In ETBF-infected mice, they found high levels of a protein called pStat3, which, in its normal role, acts as a signal to trigger inflammation. One of those signals activates an immune cell called T-helper 17 (Th17). Th17 cells produce molecules that have been implicated in fostering inflammation of tissues.

Th17 activity in the gut of germ-bearing mice was 100 times greater than normal, according to the investigators, and when they blocked the effects of Th17, they were able to reverse inflammation and tumour growth.

Drew Pardoll, M.D., Ph.D., an immunologist and cancer researcher at Johns Hopkins, speculates that in humans, infection with ETBF 'produces a low-level inflammation that persists for a long time.'

'If what we are seeing in mice holds true in humans, the chronic inflammation damages genetic material in the colon cells, allowing them to grow uncontrollably and develop into tumours earlier and more progressively than if they were not infected with ETBF,' Pardoll says.
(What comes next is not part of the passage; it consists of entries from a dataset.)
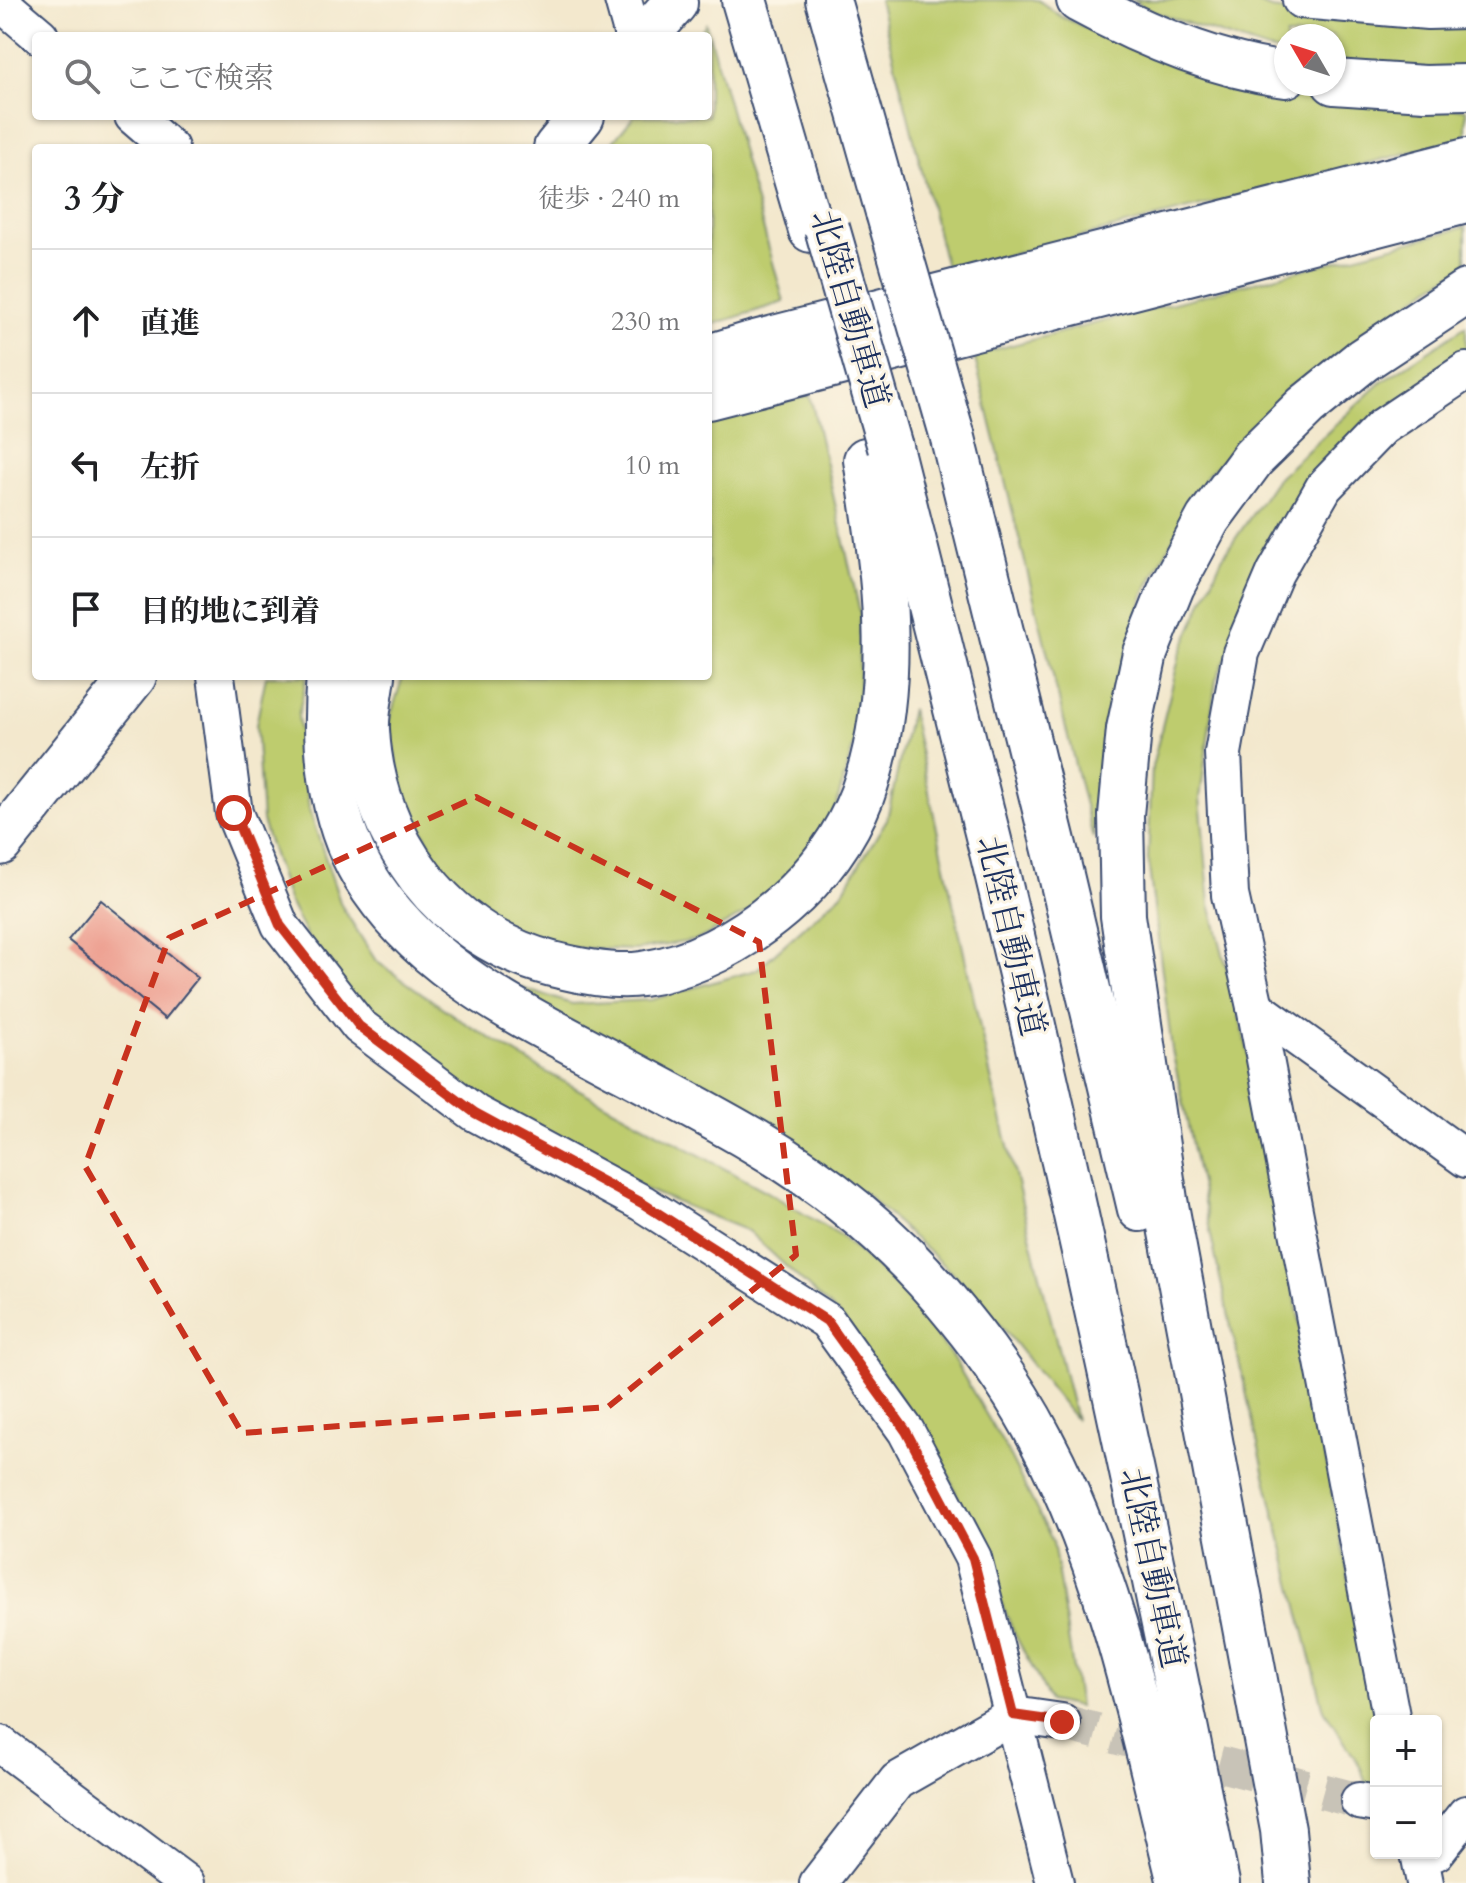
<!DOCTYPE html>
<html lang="ja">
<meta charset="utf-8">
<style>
body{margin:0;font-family:Cardo,"Noto Serif JP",serif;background:#f2f2f2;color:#202124}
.controls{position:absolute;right:24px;bottom:24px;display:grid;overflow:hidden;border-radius:8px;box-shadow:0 2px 6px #0004}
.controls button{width:72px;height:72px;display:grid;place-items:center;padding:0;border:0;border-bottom:2px solid #e0e0e0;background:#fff;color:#202124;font:40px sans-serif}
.compass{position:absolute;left:1274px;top:24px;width:72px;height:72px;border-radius:50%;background:#fff;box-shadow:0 2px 6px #0004;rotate:309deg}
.stop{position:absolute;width:24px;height:24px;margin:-18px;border:6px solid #c8321e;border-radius:50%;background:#fff}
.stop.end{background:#c8321e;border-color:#fff;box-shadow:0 2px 8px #0008}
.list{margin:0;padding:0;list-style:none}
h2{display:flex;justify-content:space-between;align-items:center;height:104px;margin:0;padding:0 32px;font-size:34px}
h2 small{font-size:26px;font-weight:400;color:#757577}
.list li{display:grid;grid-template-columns:52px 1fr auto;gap:24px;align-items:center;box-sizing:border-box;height:144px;padding:0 32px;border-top:2px solid #e0e0e0}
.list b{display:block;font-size:30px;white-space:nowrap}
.list em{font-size:26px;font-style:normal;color:#757577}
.icon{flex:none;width:44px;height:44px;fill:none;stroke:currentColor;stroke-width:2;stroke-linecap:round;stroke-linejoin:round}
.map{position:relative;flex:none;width:1466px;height:1883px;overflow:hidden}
.search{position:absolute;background:#fff;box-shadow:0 2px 6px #0004;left:32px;top:32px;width:680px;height:88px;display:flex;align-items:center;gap:20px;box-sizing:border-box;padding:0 28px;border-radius:8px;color:#757577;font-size:30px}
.panel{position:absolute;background:#fff;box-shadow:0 2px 6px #0004;left:32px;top:144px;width:680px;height:536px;border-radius:8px}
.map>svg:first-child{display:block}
</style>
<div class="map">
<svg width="1466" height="1883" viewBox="0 0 1466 1883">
<rect width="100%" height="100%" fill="#fcf5e5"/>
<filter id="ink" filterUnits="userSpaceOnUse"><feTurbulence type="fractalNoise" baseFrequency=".0125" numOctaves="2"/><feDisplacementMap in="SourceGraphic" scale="16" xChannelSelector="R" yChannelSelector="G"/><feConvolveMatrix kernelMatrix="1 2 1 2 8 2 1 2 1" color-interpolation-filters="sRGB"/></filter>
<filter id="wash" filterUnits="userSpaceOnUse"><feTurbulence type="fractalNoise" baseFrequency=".006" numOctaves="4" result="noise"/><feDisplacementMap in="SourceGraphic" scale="32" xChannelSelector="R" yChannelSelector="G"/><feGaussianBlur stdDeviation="1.8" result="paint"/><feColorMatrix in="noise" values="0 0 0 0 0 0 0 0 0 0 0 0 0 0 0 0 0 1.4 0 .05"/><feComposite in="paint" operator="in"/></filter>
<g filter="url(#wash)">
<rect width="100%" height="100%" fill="#f3e8cd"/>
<g fill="#becc6e" stroke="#6c7e66" stroke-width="2">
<path d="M 879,0 L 1038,0 L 1062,17 L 1193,74 L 1316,97 L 1466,109 L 1466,138 L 947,271 Z"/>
<path d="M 1133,0 L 1248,0 L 1271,9 L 1407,26 L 1466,25 L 1466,66 L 1419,70 L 1334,59 L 1334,36 L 1286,36 L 1286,53 L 1268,50 L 1154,12 Z"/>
<path d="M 706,24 L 784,302 L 708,326 L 708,148 L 608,148 L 634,116 L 708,116 L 708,36 L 697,36 Z"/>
<path d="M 1466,227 L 1466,266 L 1430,287 L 1303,383 L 1206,476 L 1144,594 L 1104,734 L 1093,838 L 974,355 Z"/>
<path d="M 1466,326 L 1466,362 L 1273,560 L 1216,679 L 1200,798 L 1210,904 L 1246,1042 L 1376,1721 L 1376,1784 L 1367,1786 L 1360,1766 L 1324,1710 L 1265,1475 L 1218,1269 L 1172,1050 L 1148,860 L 1152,767 L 1180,654 L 1222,558 L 1276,480 L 1382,382 Z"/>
<path d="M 810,395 L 860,612 L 859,727 L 827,836 L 769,900 L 697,940 L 635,950 L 549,947 L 484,913 L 438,860 L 402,791 L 389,721 L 403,676 L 708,676 L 708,424 Z"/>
<path d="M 266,676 L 307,676 L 298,716 L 309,809 L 341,905 L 376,961 L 460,1020 L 548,1073 L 766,1191 L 842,1237 L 900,1289 L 953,1358 L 1004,1445 L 1053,1542 L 1079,1707 L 1050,1701 L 1015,1635 L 942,1459 L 845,1321 L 748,1231 L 620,1179 L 511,1130 L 331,983 L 288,900 L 262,821 L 256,725 Z"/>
<path d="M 911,709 L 991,1078 L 1076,1420 L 980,1299 L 867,1195 L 499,981 L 572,1004 L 651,1000 L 756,970 L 842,893 L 887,819 Z"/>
</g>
<g id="blocks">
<path fill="#ed9f90" d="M 101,900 L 198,978 L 165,1019 L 68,940 Z"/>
</g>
</g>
<g filter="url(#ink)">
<use href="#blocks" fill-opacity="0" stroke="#3b4b6f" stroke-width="2"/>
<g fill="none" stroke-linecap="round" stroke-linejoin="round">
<path stroke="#c8c3b7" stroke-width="36" stroke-dasharray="36 18" stroke-linecap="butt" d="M 1062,1722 L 1359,1801"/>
<g stroke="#3b4b6f" stroke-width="40">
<g id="minor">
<path d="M 623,0 L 633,36"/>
<path d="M 1301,0 L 1428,11 L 1466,10"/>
<path d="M 0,2 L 40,36"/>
<path d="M 133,116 L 170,148"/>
<path d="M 216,676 L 234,813 L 280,925 L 359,1026 L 475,1113 L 642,1203 L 827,1321 L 906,1431 L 973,1558 L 1055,1883"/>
<path d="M 1255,1007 L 1466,1159"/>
<path d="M 1392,1721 L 1255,1007 L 1230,895 L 1223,753 L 1241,653 L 1275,573 L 1324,487 L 1382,427 L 1466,371"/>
<path d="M 0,1744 L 186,1883"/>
<path d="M 1359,1801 L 1376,1804"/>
<path d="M 1436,1852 L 1466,1814"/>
<path d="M 1419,1853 L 1425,1883"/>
<path d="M 818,1883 L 897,1781 L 1013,1715 L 1062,1722"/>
</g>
</g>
<g stroke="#3b4b6f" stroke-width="48">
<g id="tertiary">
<path d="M 646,36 L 675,3"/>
<path d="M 556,148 L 582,116"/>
<path d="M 0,843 L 134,676"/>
</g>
</g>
<g stroke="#3b4b6f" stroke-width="48">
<g id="motorway">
<path d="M 744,0 L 811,230"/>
<path d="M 828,0 L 888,212"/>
<path d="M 1079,0 C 1143,35 1213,65 1286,75"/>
<path d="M 1334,82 L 1425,88 L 1466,87"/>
<path d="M 708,357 L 751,344 L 1466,161"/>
<path d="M 708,397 L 1466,201"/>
<path d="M 952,434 L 1056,854 L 1140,1209"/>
<path d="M 890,447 C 924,584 960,720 993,856 C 1075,1197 1148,1540 1217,1883"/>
<path d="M 329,676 C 323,742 329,816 364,875 C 414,958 500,1004 583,1048 C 641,1079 700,1109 756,1142 C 834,1188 902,1246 958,1316 C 989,1354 1019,1397 1041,1440 C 1113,1575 1144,1736 1180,1883"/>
<path d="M 373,676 C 371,693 366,713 367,730 C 373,841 444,936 552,964 C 580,971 613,978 642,974 C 695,966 741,941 782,906 C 817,876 845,839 862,795 C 901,688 884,569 866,460"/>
<path d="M 1288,1883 L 1283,1830 L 1165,1200 L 1123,916 L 1121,815 L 1129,729 L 1145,653 L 1172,586 L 1208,519 L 1253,458 L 1306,406 L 1363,360 L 1466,292"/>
</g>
</g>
<use href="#minor" stroke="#fff" stroke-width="36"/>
<use href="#tertiary" stroke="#fff" stroke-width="44"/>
<use href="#motorway" stroke="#fff" stroke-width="44"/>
<g stroke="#3b4b6f" stroke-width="48" stroke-linecap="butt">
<g id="motorway-bridge">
<path d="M 888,212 L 952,434"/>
<path d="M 827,228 L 890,447"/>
</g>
</g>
<use href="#motorway-bridge" stroke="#fff" stroke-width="44"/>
</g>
</g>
<g fill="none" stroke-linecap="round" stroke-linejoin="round" filter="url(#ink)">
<path stroke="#c8321e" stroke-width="10" d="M 234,813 L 280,925 L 359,1026 L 475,1113 L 642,1203 L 827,1321 L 906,1431 L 973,1558 L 1013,1715 L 1062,1722"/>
</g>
<path fill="none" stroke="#c8321e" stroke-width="6" stroke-dasharray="16 10" stroke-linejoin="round" d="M 476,797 L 759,942 L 796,1255 L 608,1407 L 242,1433 L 85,1166 L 169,938 Z"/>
<g text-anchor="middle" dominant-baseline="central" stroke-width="6" stroke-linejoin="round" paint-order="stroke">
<g font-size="34" fill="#1b2f5e" stroke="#fcf5e5">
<text transform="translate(850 309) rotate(74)">北陸自動車道</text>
<text transform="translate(1011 936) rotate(77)">北陸自動車道</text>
<text transform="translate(1153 1568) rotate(78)">北陸自動車道</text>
</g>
</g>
</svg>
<div class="controls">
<button>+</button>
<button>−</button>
</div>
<svg class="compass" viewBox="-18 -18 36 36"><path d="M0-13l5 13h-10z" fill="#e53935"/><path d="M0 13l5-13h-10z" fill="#757577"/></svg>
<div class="stop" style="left:234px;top:813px"></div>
<div class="stop end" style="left:1062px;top:1722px"></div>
<div class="search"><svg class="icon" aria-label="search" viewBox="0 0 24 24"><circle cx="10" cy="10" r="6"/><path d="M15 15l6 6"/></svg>ここで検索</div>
<section class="panel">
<h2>3 分<small>徒歩 · 240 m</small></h2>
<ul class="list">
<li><svg class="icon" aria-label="ahead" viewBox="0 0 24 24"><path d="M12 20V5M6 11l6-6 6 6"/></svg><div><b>直進</b></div><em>230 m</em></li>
<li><svg class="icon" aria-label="left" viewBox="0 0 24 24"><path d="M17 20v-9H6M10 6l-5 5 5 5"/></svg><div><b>左折</b></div><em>10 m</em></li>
<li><svg class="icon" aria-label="arrive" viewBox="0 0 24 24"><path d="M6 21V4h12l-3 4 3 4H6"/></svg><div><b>目的地に到着</b></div></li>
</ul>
</section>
</div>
Sears first witnessed the impact of diarrhoeal pathogens two decades ago in a refugee camp in Thailand where children, especially, were vulnerable to infection where water sanitation is poor. Most diarrhoeal disease is short-lived but can be very severe, Sears says, and it is common worldwide. The ETBF microbe is found in the gut of up to 20 to 35 percent of children and adults and, according to the Turkish study, in as many as 40 percent of colon cancer patients.

Sears and Pardoll believe that ETBF may collude with other types of normal bacteria in the gut to promote cancer. The microbe itself is difficult to culture from stool specimens, according to the investigators, so they are working on blood tests to detect antibodies to the pathogen's toxin, which may show whether an individual has been exposed to it and perhaps determine who may be at risk for colon cancer.

The investigators also envision vaccines and drug therapies that neutralise the pathogen's toxin and its ability to inflame tissues.

Provisional patents for this technology have been filed.

Funding for the study was provided by the Crohn's and Colitis Foundation, the National Institutes of Health, Bernard Schwartz, William and Betty Topercer, Dorothy Needle, Bud Swartz, and the Commonwealth Foundation.

In addition to Pardoll and Sears, research participants include Shaoguang Wu, Ki-Jong Rhee, Emilia Albesiano, Shervin Rabizadeh, Xinqun Wu, Hung-Rong Yen, David Huso, Frederick Brancati, Elizabeth Wick, Florencia McAllister, and Franck Housseau at Johns Hopkins.